# taz.de -- Bret Easton Ellis' neuer Roman: Neues vom König der Kälte
       
       > Bret Easton Ellis ist der Fachmann für die Installation des Grauens
       > hinter glitzernder Fassade. Nun erscheint sein siebter Roman "Imperial
       > Bedrooms".
       
 (IMG) Bild: Grauen hinter strahlenden Fassaden: Die Protagonisten aus Ellis' Romanen.
       
       Und wie verkommen sind Sie? Auf der Website, mit der ein amerikanischer
       Verlag den neuen Roman von Bret Easton Ellis bewirbt, kann man das testen.
       Angelehnt an eine Szene aus "Imperial Bedrooms" sieht man auf
       [1][www.thedevilinyou.com] eine Sequenz von einem Casting mit einer jungen
       blonden Schauspielerin.
       
       Per Mausklick kann man entscheiden, was die Schauspielerin als Nächstes
       machen soll. "Make her dance" oder "Give her booze" heißen die Optionen
       oder auch "Make her strip". Danach wird bewertet. "Your conscience won in
       the end" ist so ziemlich das positivste Ergebnis, was man erreichen kann,
       ab 95 Prozent heißt es: "You are dead inside".
       
       Schwer zu sagen, ob dieses Spielchen bei einem anderen Autor mehr wäre als
       eine nette Idee.

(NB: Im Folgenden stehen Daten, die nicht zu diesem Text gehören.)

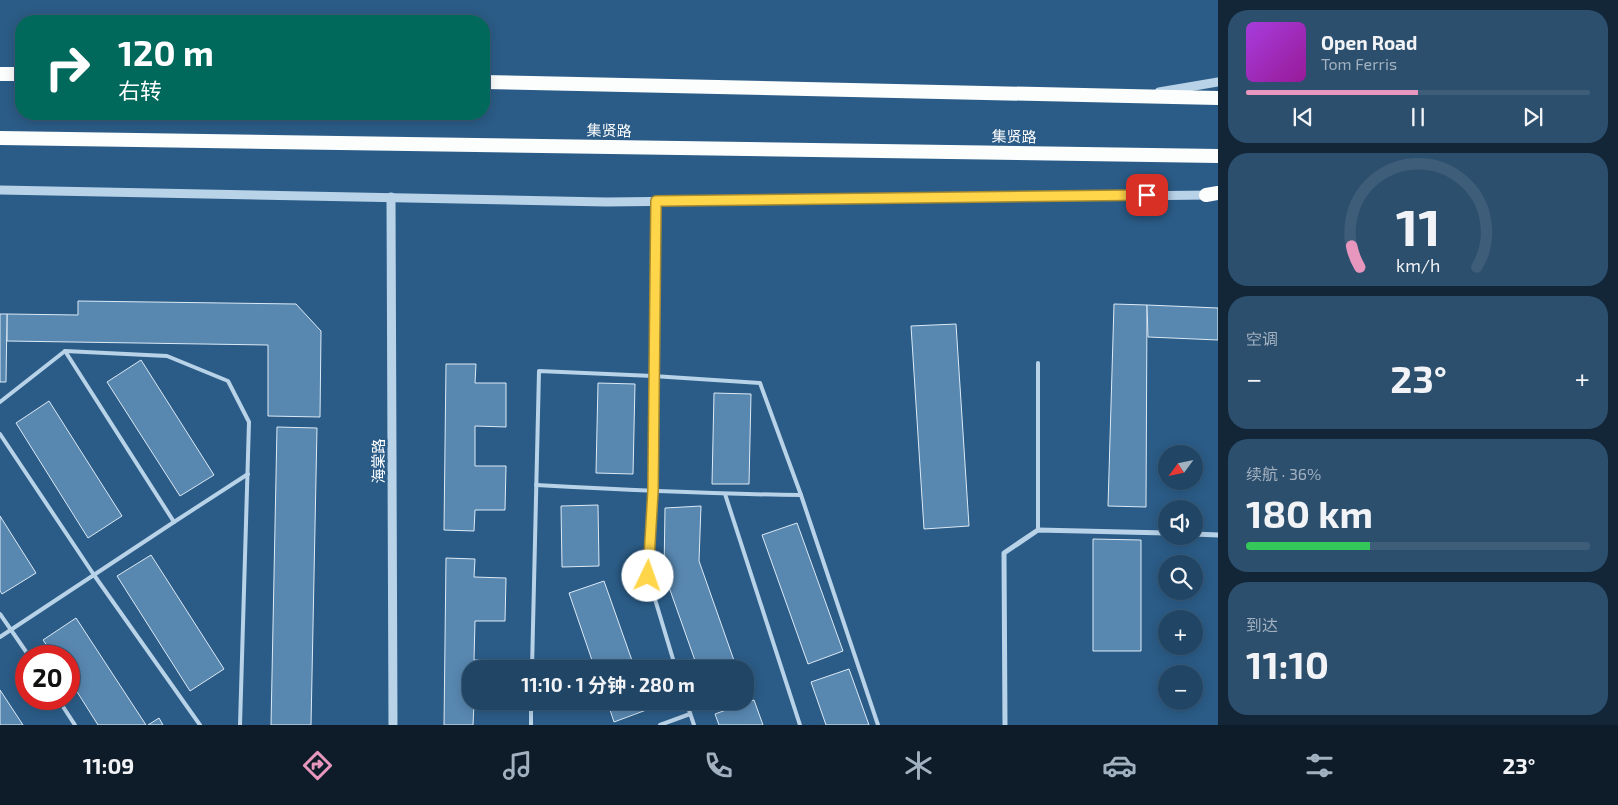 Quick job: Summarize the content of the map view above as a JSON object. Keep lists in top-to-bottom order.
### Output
{
  "streets": {
    "highway": ["集贤路"],
    "street": ["海棠路"]
  },
  "north": "bottom left",
  "page": {
    "turn": ["120 m", "右转"],
    "song": ["Open Road", "Tom Ferris"],
    "tile": [
      "空调",
      ["续航 · 36%", "180 km"],
      ["到达", "11:10"]
    ],
    "heat": ["−", "23°", "+"],
    "map_buttons": ["+", "−"],
    "limit": "20",
    "trip": "11:10 · 1 分钟 · 280 m",
    "tabs": ["11:09", "23°"],
    "gauge": ["11", "km/h"]
  }
}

Bei Ellis bekommt es unweigerlich etwas Unheimliches. Zum
       einen mag es sich dabei um das grundsätzliche Unbehagen handeln, das einen
       bei Ellis überkommt. Schließlich hat er mit Patrick Bateman, dem
       bestialisch mordenden Börsenmakler aus "American Psycho", das Grauen hinter
       den blanken und glitzernden Fassaden in die Welt gesetzt.
       
       Vor allem aber rührt es daher, dass Ellis die Korrespondenzen zwischen
       seinen Büchern, mehr noch aber die Korrespondenzen zwischen seinen Romanen
       und seinem eigenen Leben in den letzten Jahren immer undurchschaubarer hat
       werden lassen und geradezu unentwirrbar verstrickt hat. Und das so, dass
       der Verdacht aufkommen lassen könnte, auch für ihn selbst sei die
       Grenzziehung zwischen sich und seinen Figuren zunehmend durchlässiger
       geworden. Deshalb bekommt auch die Marketing-Idee in ihrer
       Snuff-Film-Ästhetik diesen düsteren Hauch von Echtheit.
       
       Selbst in der dritten Runde hat einen das Gefühl noch nicht verlassen, dass
       man mit dem nächsten Klick doch etwas Unkontrollierbares in Gang setzen
       könnte. Vermutlich ist gerade diese Suggestion das Geheimnis des Erfolgs
       von Bret Easton Ellis.
       
       "Imperial Bedrooms" ist eine Fortsetzung seines Debüts "Unter Null", dem
       Coming-of-Age-Roman über den reichen, gefühlskalten Studenten Clay, den
       Ellis angeblich innerhalb kürzester Zeit im Drogenrausch geschrieben hat -
       als Abschlussarbeit eines Creative-Writing-Kurses übrigens - und der den
       damals erst 21-Jährigen schlagartig berühmt machte.
       
       Wiederum, wie bei "Less than Zero", ist auch in Ellis neuem Roman Elvis
       Costello Namenspatron für den Titel. Clay und seine, nun ja, Freunde aus
       der Filmschickeria Hollywoods sind inzwischen erwachsen geworden,
       glücklicher geworden sind sie nicht. Sie fahren immer noch mit teuren Autos
       durch die Gegend, stehen immer noch auf langweiligen Partys um den Pool
       herum, ziehen eine Line durch und schenken sich einen Drink nach dem
       anderen ein. Nur dass man ihnen jetzt hin und wieder ins leere oder
       geliftete Gesicht blicken kann, wenn das vom Display ihres Handys in
       bläuliches Licht getaucht wird.
       
       Fast erscheint "Imperial Bedrooms" wie eine Versuchsanordnung, in der Ellis
       seinen Ich-Erzähler Clay äußerlich noch einmal ein ganz ähnliches Szenario
       durchspielen lässt wie vordem.
       
       "Unter Null" erzählt von den vier Wochen, in denen Clay während der
       Weihnachtsferien vom College aus wieder nach L. A. kam. Auch "Imperial
       Bedrooms", das in der deutschen Übersetzung unter dem Originaltitel
       erscheint, beginnt mit einer Ankunft, und wieder ist es um Weihnachten
       herum - diese Tage, in denen mehr denn je die Sehnsucht nach ein wenig
       menschlicher Empathie umgeht.
       
       Mehrere Jahre hat Clay, der inzwischen Drehbuchautor ist, in New York
       gelebt, nun kehrt er zurück nach L. A. und in seine alten Kreise. Aber
       während er als Collegestudent wenigstens noch in ein wenngleich
       deprimierendes Zuhause kam, versetzt Ellis ihn und mit ihm den Leser ein
       Vierteljahrhundert später sogleich in ein veritables David-Lynch-Setting.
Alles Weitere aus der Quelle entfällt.